Metode ini didasarkan pada pengidentifikasian aktivitas tektonik berskala kecil yang pernah terjadi sebelumnya. Penelitian ini dipimpin oleh ilmuwan geofisika, Tarsilo Girona, dari Universitas Alaska Fairbanks, Amerika Serikat, dan dipublikasikan di Nature Communications pada 28 Agustus 2024.
Bisa Prediksi Sebulan Sebelum Terjadi
Girona bersama timnya fokus pada aktivitas seismik abnormal, khususnya pada dua gempa besar. Gempa Anchorage berkekuatan 7,1 SR pada 2018 dan gempa Ridgecrest di California dengan kekuatan 6,4 hingga 7,1 SR pada 2019.
Peneliti menemukan adanya sejumlah gempa kecil, di bawah magnitudo 1,5, yang terjadi beberapa bulan sebelum kedua gempa besar tersebut. Frekuensi gempa kecil ini tercatat meningkat sekitar 15-25% di Alaska Tengah dan California Selatan.
Dari hasil pengamatan, gempa berkekuatan rendah ini diduga berhubungan erat dengan tekanan fluida pori dalam patahan, yang meningkat secara signifikan. Tekanan fluida tersebut mengacu pada tekanan cairan yang terkandung dalam batuan, yang diduga memicu aktivitas seismik berskala kecil.
Pada gempa Anchorage, prediksi gempa dapat dilakukan dalam jangka waktu antara beberapa hari hingga tiga bulan sebelum kejadian. Sementara itu, gempa Ridgecrest diperkirakan bisa dideteksi hingga 40 hari sebelumnya.
Pembelajaran mesin dianggap memiliki peran besar dalam penelitian ini. Jaringan seismik modern menghasilkan data dalam jumlah besar yang, jika dianalisis dengan algoritma komputer, dapat memberikan petunjuk penting terkait prekursor gempa besar.
Meski hasilnya menjanjikan, para peneliti menegaskan bahwa algoritma ini perlu diuji dalam kondisi mendekati real-time untuk mendeteksi gempa secara efektif. Selain itu, algoritma harus dilatih dengan data historis dari wilayah tertentu sebelum diterapkan di wilayah baru.

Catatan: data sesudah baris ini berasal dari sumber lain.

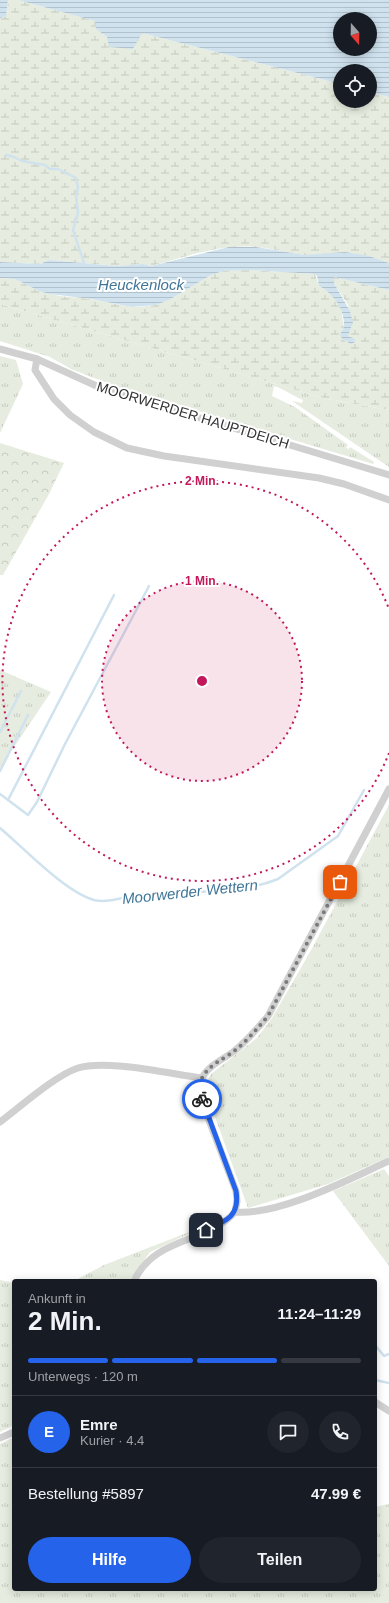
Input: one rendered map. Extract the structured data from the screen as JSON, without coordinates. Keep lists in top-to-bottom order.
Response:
{
  "streets": {
    "street": ["MOORWERDER HAUPTDEICH"]
  },
  "water": ["Heuckenlock", "Moorwerder Wettern"],
  "north": "bottom",
  "page": {
    "heading": ["2 Min.", "Ankunft in", "11:24–11:29"],
    "panel": [
      "Emre",
      "Kurier · 4.4",
      "Bestellung #5897",
      "47.99 €"
    ],
    "bar": "Unterwegs · 120 m",
    "round": "E",
    "buttons": ["Hilfe", "Teilen"]
  },
  "rings": ["2 Min.", "1 Min."]
}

BMKG: Megathrust di Indonesia Tinggal Menunggu Waktu
Bagaimana kondisi di dalam negeri? Badan Meteorologi, Klimatologi, dan Geofisika (BMKG) baru-baru ini menyoroti ancaman gempa megathrust di Indonesia, khususnya di Selat Sunda serta kawasan Mentawai-Siberut.
Peringatan ini disampaikan menyusul gempa besar yang mengguncang Jepang beberapa waktu lalu, mengingatkan kembali betapa rentannya kawasan Cincin Api Pasifik terhadap aktivitas seismik. Gempa megathrust, yang berpotensi mencapai kekuatan di atas magnitudo 8, berisiko memicu tsunami yang mengancam wilayah pesisir.

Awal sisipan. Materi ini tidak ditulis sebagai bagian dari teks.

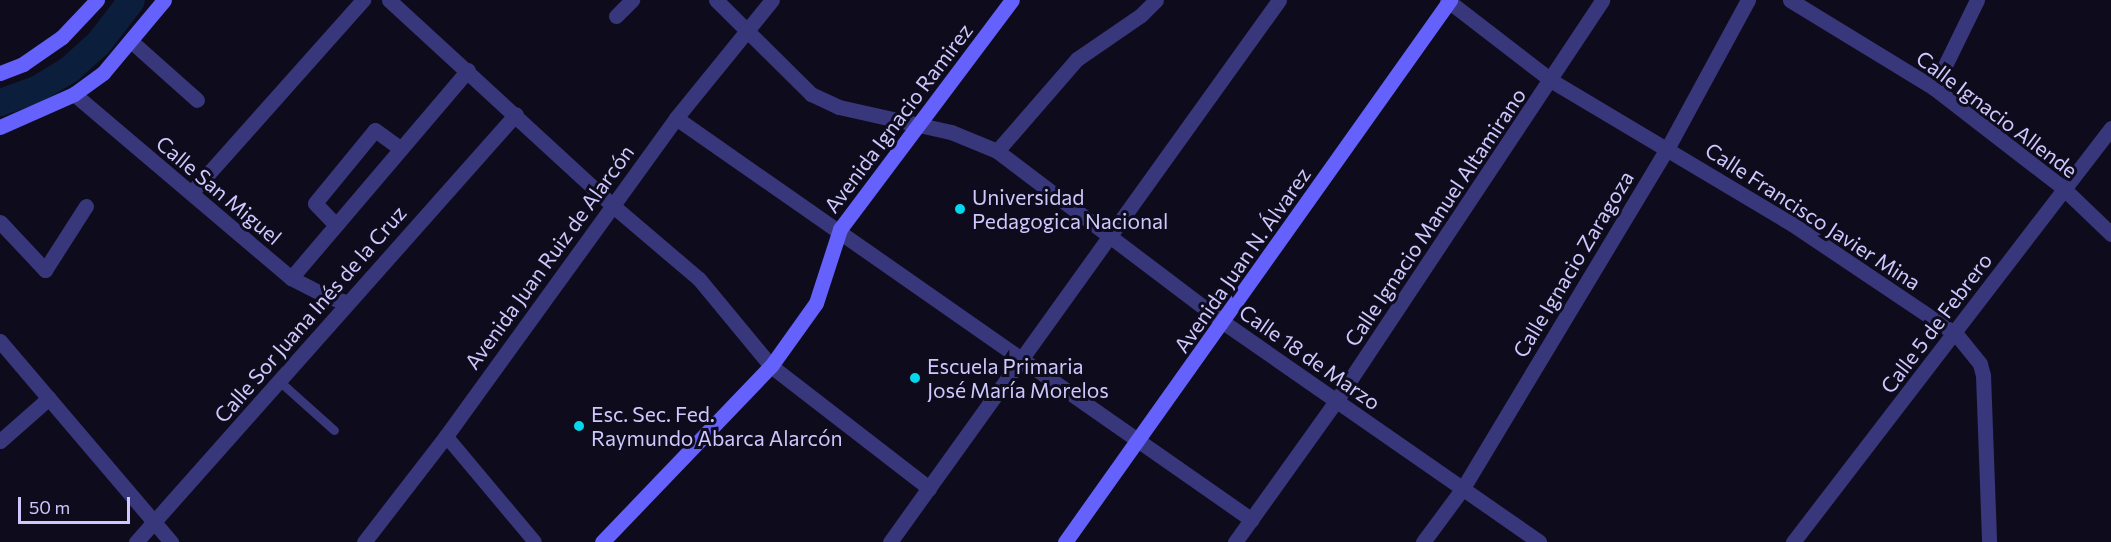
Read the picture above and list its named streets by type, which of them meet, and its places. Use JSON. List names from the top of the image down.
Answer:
{
  "streets": {
    "main road": ["Avenida Ignacio Ramirez", "Avenida Juan N. Álvarez"],
    "street": [
      "Calle Ignacio Allende",
      "Calle San Miguel",
      "Calle Francisco Javier Mina",
      "Calle Ignacio Manuel Altamirano",
      "Avenida Juan Ruiz de Alarcón",
      "Calle Ignacio Zaragoza",
      "Calle Sor Juana Inés de la Cruz",
      "Calle 5 de Febrero",
      "Calle 18 de Marzo"
    ]
  },
  "crossings": [
    ["Calle Ignacio Allende", "Calle 5 de Febrero"],
    ["Avenida Ignacio Ramirez", "Calle 18 de Marzo"],
    ["Calle San Miguel", "Calle Sor Juana Inés de la Cruz"],
    ["Calle Francisco Javier Mina", "Calle Ignacio Manuel Altamirano"],
    ["Calle Francisco Javier Mina", "Avenida Juan N. Álvarez"],
    ["Calle Francisco Javier Mina", "Calle Ignacio Zaragoza"],
    ["Calle Francisco Javier Mina", "Calle 5 de Febrero"],
    ["Calle Ignacio Manuel Altamirano", "Calle 18 de Marzo"],
    ["Avenida Juan Ruiz de Alarcón", "Calle 18 de Marzo"],
    ["Avenida Juan N. Álvarez", "Calle 18 de Marzo"],
    ["Calle Ignacio Zaragoza", "Calle 18 de Marzo"]
  ],
  "places": ["Universidad Pedagogica Nacional", "Escuela Primaria José María Morelos", "Esc. Sec. Fed. Raymundo Abarca Alarcón"],
  "scale_bar": "50 m"
}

Daryono, Kepala Pusat Gempa Bumi dan Tsunami BMKG, mengungkapkan bahwa gempa megathrust di dua zona tersebut "hanya masalah waktu." Pernyataan ini mengacu pada fakta bahwa gempa megathrust terakhir di Selat Sunda dan Mentawai-Siberut terjadi lebih dari 200 tahun lalu.
Namun, Daryono menegaskan bahwa pernyataan tersebut tidak mengindikasikan bahwa gempa akan terjadi dalam waktu dekat. Melihat apa yang ilmuwan AS klaim, Indonesia mungkin perlu belajar untuk bisa meprediksi gempa dari jauh hari dengan memanfaatkan teknologi pembelajaran mesin.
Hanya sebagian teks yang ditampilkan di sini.